A little background into why I made this choice. Nine years ago when I moved north I made a commitment to blowing up the traditional rows/columns seating arrangement in my classroom. I had three years of small, moveable ‘pods’ of desks at my last school. Here, I had four years with two large conference style tables before asking for desks and now I am back to smaller pods. I have been explicit with my students about my expectation that they be active participants in the classroom thinking process. I think, for the most part, that I have managed this reasonably well and have generated interesting conversations in class. I believe that my students gain some important skills in being able to think out loud and I am certain that they all benefit from hearing so many voices. What I know that I do not do well enough is to decentralize myself in the classroom. Too often fantastic conversations from small pods gets directed to me instead of to the rest of the class. The students use me and their sounding board and as their speaker and I want to learn how to get out of the way ore often and figure out how to elevate small group conversations to the space of the entire classroom. The course description seemed to match this goal.
It was an extremely popular session and we were kind of crammed on top of each other in our classroom, but it helped to develop an easy, comfortable rapport in the room right away. So, my big takeaways are as follows:
- I have to figure out some strategy for randomizing groupings somehow. I want to balance what the research says with the norms of my school. I also have to contend with my weakness in bookkeeping. Not ever having a seating chart works well with my lack of attention to this sort of detail. Conversations in this morning session and vigorous twitter conversations have me convinced I need to do something. The big debate in my mind now is how often to shuffle the pod memberships.
- One remark on twitter today really has me thinking.
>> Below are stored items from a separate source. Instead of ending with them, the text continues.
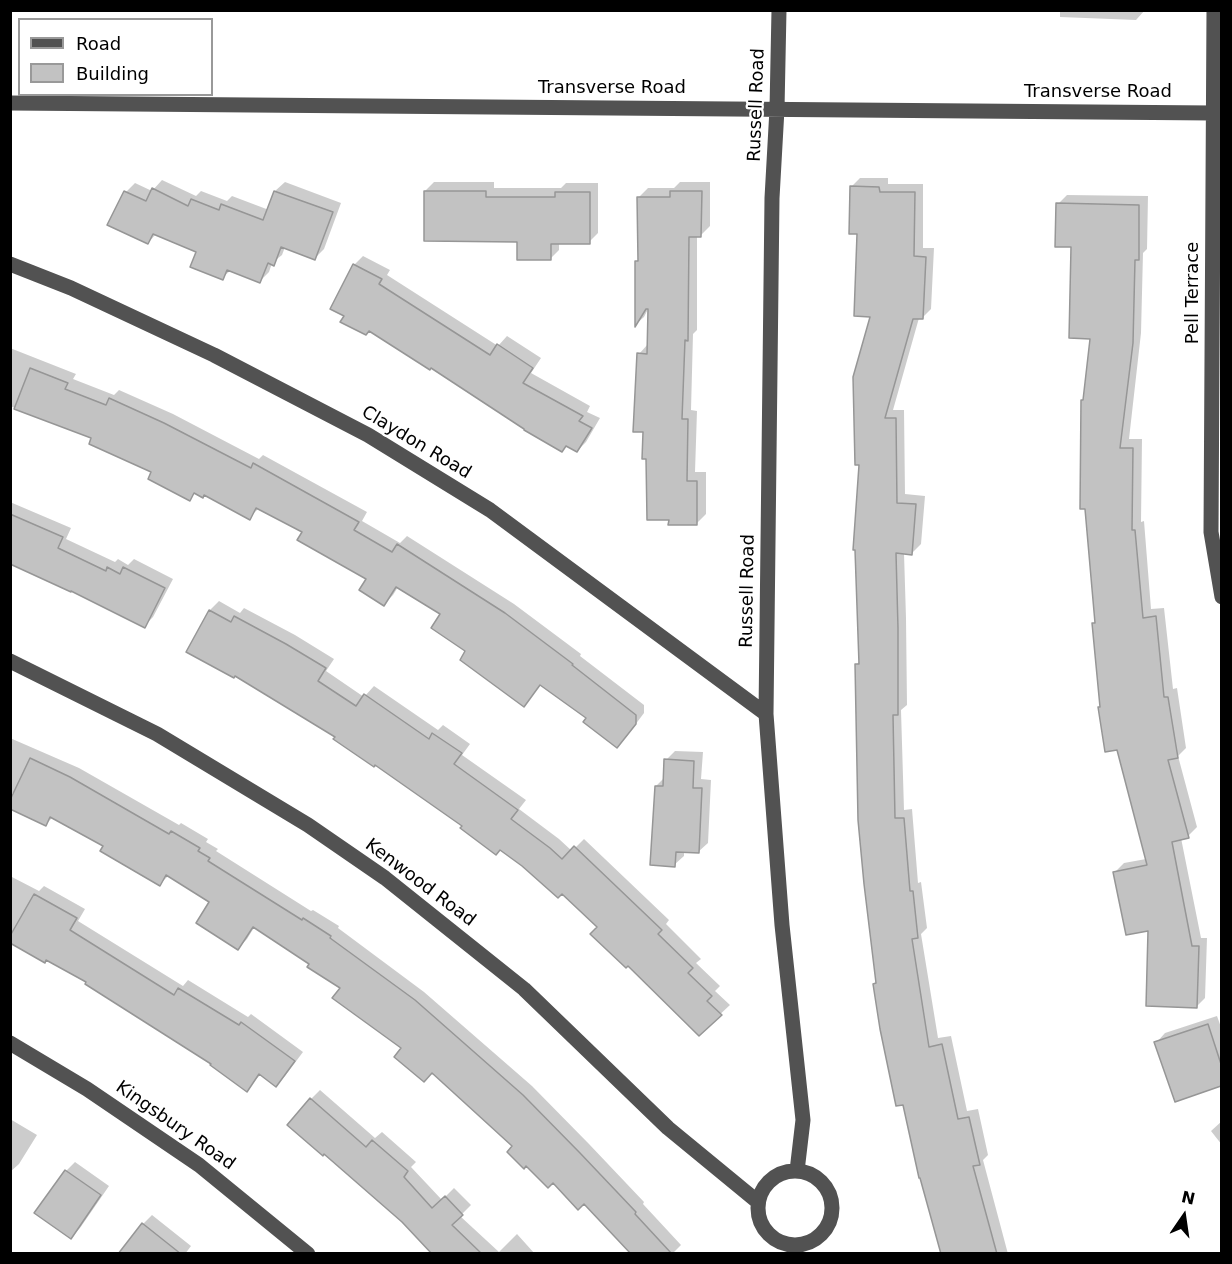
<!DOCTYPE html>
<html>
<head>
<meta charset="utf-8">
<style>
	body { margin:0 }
	#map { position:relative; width:1232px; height:1264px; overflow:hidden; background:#fff; font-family:"DejaVu Sans",sans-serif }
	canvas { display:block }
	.frame { position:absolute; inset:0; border:12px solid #000; pointer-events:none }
	.legend { position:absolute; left:18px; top:18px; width:195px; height:78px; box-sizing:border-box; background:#fff; border:2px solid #999; margin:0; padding:8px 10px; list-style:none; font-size:18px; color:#000 }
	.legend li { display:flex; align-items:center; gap:12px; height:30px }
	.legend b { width:30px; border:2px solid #999 }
	.north { position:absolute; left:1154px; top:1186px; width:60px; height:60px; -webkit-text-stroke:4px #fff; paint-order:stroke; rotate:13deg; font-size:16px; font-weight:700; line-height:24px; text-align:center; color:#000 }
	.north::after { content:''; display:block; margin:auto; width:21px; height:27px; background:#000; clip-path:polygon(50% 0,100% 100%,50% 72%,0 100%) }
</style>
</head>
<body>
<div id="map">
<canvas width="1232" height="1264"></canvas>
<div class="frame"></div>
<ul class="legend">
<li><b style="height:8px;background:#525252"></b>Road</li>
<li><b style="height:16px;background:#c2c2c2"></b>Building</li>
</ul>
<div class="north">N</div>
</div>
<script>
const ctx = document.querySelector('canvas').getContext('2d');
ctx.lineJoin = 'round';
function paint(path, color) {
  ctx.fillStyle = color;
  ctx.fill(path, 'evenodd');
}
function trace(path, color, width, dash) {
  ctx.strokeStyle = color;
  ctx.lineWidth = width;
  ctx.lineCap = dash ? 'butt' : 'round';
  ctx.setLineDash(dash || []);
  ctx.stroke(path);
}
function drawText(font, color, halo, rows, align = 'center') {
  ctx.font = font + ' "DejaVu Sans",sans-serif';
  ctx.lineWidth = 4.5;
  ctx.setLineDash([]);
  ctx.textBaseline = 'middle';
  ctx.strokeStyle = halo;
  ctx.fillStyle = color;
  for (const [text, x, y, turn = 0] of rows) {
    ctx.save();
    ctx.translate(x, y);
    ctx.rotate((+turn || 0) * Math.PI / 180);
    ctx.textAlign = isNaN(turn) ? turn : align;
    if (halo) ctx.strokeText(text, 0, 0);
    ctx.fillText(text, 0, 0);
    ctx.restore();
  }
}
paint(new Path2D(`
	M1060,10h85l-9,10 -76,-3z
	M860,178h28v6h35v64h11l-3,61 -9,9h-3l-26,92h11l1,84 20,2 -4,48 -9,9h-8l2,65 1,87 -6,5 3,100 8,-1 6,74 3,-1 6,46 -6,6 17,104 13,-2 16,75 11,-2 10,46 -5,5 25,94h-66l-68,-269 4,-4 -22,-316 4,-4 12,-346 -21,-128z
	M162,180l34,16 5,-5 26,10 5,-5 37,14 6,-19 10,-9 56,21 -17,46 -9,9 -30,-11 -3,8 -10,8 -3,9 -9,9 -29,-11 -9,8 -24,-27 -42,-17 -8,9 -22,-51 9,-9 17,8z
	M434,182h60v6h67l5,-5h32v50l-9,9h-30v8l-9,9 -125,-68z
	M680,182h30v44l-9,9h-4v95l-4,4 -2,76 6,1 -2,61h11v42l-9,9 -49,-66 -4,-26 -5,-77 9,-10 1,-37 -5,10 -8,7 1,-63 2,-2v-62l9,-9h26z
	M1067,195l81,1 -1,53 -4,4 -2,80 -12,106h13l-1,83 3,-1 7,88 13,-1 9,81 4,-1 9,60 -8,8 19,71 -9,9 -7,2 20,100h6l-2,60 -9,9 -81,-135 9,-9 22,-4 -28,-110 -16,-43 -9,-82 3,-4 -13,-220 2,-2 7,-61 -19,-91 -15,-42z
	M363,256l27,14 -3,5 111,71 9,-10 34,22 -10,15 59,33 -3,6 13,6 -14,24 -9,9 -146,-84 -85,-52 8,-50z
	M10,348l66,26 -3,5 41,16 5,-5 54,24 86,45 4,-4 104,57 -5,9 38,22 7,-7 107,68 67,50 -1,2 64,49v8l-18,24 -38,-19 -47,-34 -18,21 -55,-54 -26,-37 -44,-27 -5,8 -9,9 -16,-26 -64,-46 -45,-24 -10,10 -45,-24 -8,-2 -7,7 -35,-27 -61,-34 -83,-32z
	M10,502l61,26 -5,11 49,23 3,-3 10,6 6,-6 39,20 -20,38 -9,9 -72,-37 -62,-27z
	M219,601l21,12 4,-5 51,27 39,24 -8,12 38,26 10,-11 64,44 5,-5 27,19 -8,11 64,45 -7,9 40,30 13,12 12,-12 85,81 -3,4 35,35 -5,4 24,23 -5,5 15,14 -31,29 -100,-107 -37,-35 -225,-155 -101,-62 -48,-23 22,-42z
	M10,738l69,30 100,57 2,-2 27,16 -2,3 12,7 -2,2 95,60 2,-1 26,16 -1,2 86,64 108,94 57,58 55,58 -1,2 38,41 -9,9h-39l-48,-52 -32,-21 -121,-109 -28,-24 -62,-60 -30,-25 -57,-37 -8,13 -9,9 -27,-47 -42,-26 -9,9 -55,-39 -52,-28 -7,7 -31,-30 -5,-2z
	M675,751l28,1 -2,27 10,1 -3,63 -10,9 -14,-1v5l-10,9 -18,-79 9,-9 1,-17z
	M10,876l29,15 5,-5 41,23 -7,12 105,65 5,-6 60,37 3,-3 52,38 -18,24 -9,9 -15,-11 -15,16 -33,-27 -125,-81 -78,-40z
	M1217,1016l5,14v54l-46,16 -20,-57 9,-10z
	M320,1090l55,48 7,-6 34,30 -5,5 31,33 12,-12 17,17 -11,11 39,36 18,-18 18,20h-84l-140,-155z
	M10,1119l27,16 -18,29 -9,8z
	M1222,1121v24l-11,-14z
	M75,1162l34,24 -29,42 -9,9 -5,-66z
	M152,1215l39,31 -6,8h-65l23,-30z`), '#0003');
const building = new Path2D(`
	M850,186l29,1 1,5h35l-1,64 12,1 -3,62h-10l-28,99h11l1,85 19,1 -4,51 -16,-2 2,75v87h-5l2,103h9l6,73h3l5,47 -6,1 17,108 13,-3 16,75 11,-2 11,48 -7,1 24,88h-56l-21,-76h-1l-16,-73 -7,1 -16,-77 -7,-45 3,-1 -12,-99 -6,-64 -3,-156h4l-4,-114h-2l6,-85h-4l-2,-88 17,-60 -16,-1 3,-82h-8z
	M152,188l36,18 3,-7 28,11 2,-6 42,16 11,-29 59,21 -18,48 -34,-13 -7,19 -6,-3 -8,20 -33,-13 -4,10 -33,-13 6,-15 -43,-18 -5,10 -41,-19 17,-34 22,10z
	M424,191h62v6h69v-5h35v52h-39v16h-34v-18l-93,-1z
	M670,191h32l-1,46h-12l-1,104 -3,-1 -3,79h6l-1,62h10v44h-29l1,-5h-22l-1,-61h-4l1,-27h-10l4,-79 10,1 1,-45h-2l-11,18v-66h3l-1,-64h33z
	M1056,203l83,2v55h-4l-2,83 -13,105h13l-1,82h3l8,88 13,-2 8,81h4l10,61 -10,2 21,78 -17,4 20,104h7l-2,62 -51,-2 2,-75 -22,4 -13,-63 34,-7 -30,-115 -12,2 -7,-45h2l-8,-84h3l-10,-114h-5l1,-109h2l7,-61 -21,-1 2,-91h-16z
	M353,264l29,15 -3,5 111,71 7,-11 36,24 -10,15 60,33 -4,5 13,7 -15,24 -11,-6 -4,6 -38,-22v-1l-93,-61 -1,2 -61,-39 -3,4 -26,-13 4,-6 -14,-7z
	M30,368l38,15 -3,6 41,16 3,-7 55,25 87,45 2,-5 106,59 -5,8 38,22 5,-8 108,69 68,51 -1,1 64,50v9l-19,24 -34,-26 3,-4 -46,-33 -16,22 -64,-47 5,-9 -34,-23 9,-14 -44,-27 -12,19 -25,-16 7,-11 -69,-39 5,-8 -46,-24 -6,12 -46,-25 -1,3 -9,-5 -4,8 -42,-22 3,-7 -62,-28 2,-6 -77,-29z
	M10,514l53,23 -5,11 48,23 1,-4 13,7 3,-7 42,21 -20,40 -74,-37v1l-61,-28z
	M209,610l22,12 3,-6 52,28 40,24 -8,13 38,25 8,-12 65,45 3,-6 30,20 -8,11 64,46 -7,9 39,29 12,11 12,-13 88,84 -4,4 35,34 -5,5 24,23 -5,5 15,14 -23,21 -71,-70 -2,2 -36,-34 7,-7 -35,-33 -4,4 -36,-32 -22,-16 -4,5 -36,-27 2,-2 -87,-61 -1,2 -41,-28 2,-2 -100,-61 -1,2 -48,-26z
	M30,758l40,19 99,57 2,-3 29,17 -2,3 12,7 -2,3 94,59 1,-2 28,18 -1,2 85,62 108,95 57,58 56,59 -1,2 37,40h-41l-47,-50 -6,6 -25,-27 -5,5 -22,-22 -2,3 -17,-17 5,-6 -80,-73 -8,9 -30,-25 7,-9 -69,-50 8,-10 -33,-21 2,-3 -56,-37 -15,23 -42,-27 13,-21 -43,-27 -6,11 -60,-35 3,-5 -53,-29 -4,9 -36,-17v-9z
	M664,759l30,2 -1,27h9l-3,65 -23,-1 -1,15 -25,-2 5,-79h8z
	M34,894l43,24 -7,12 104,65 4,-7 61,37 2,-3 54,39 -19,26 -17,-13 -12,18 -37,-27 1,-1 -126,-80 1,-2 -40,-22 -1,3 -35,-20v-7z
	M1208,1024l13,40v22l-46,16 -21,-60z
	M310,1098l56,49 6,-7 36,31 -4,6 28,31 13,-12 18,19 -11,10 30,29h-50l-30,-32 -78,-68 -1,2 -36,-31z
	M65,1170l36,25 -30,44 -37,-26z
	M142,1223l39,31h-63z`);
paint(building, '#c2c2c2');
trace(building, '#969696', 1.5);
trace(new Path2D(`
	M779,10l-2,99 -5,89 -6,516 16,211 21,195 -6,51
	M1214,10l-3,522 11,65
	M10,103l1203,10
	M10,264l61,24 143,67 154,80 122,75 276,204
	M10,661l147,73 151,91 77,53 139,111 144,139 90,74
	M10,1043l77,46 112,76 109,89
	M758 1208a37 37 0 1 1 74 0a37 37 0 1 1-74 0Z`), '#525252', 15);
drawText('18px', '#000', '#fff', [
	["Transverse Road",612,88],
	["Transverse Road",1098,92],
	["Russell Road",757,105,-88],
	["Pell Terrace",1193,293,-90],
	["Claydon Road",416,443,31],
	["Russell Road",748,591,-89],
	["Kenwood Road",420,883,37],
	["Kingsbury Road",175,1126,35]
]);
</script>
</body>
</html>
In debating randomizing seeing every day versus once per week, Anna Blinstein (@borschtwithanna) observes that daily regrouping seems to focus attention on mathematics conversation while weekly regrouping seems to focus attention on classroom discussion norms. I am inclined to think that weekly regrouping will work best with my student body and with their previous experiences. I want to foster some familiarity and comfort in small group conversations and I think that daily switching might make that challenging. I am open to being convinced otherwise.
- I am inclined to ask my boss to have my desk removed from class so that there is no longer any centralized seat of power of any sort. I think that it would go a long way to creating the classroom culture I want if students came into class and everyone had the same desk.
- I need to get in the habit of sitting down while a student is talking and have that student stand to make sure that attention is directed to the person sharing their ideas/questions rather than being directed at me to see my terrible poker face in action.
- I have three large walls of chalkboards. I need my students up and at them regularly. I think that this might look different in my three very different classes that I teach, but this needs to happen.
- I need to be careful and consistent about the use of language from me and from my students. Chris strongly advocated formal language from the world of debate where students make claims and support them with warrants. This feels like it would work particularly well in Geometry this year.
I need to be clear that some of these remarks/reactions are directly prompted by the helpful session that Matt and Chris ran but some of these are older ideas that have been clanging around in my brain. My reactions were given shape by the meaningful conversations we had together in this morning session.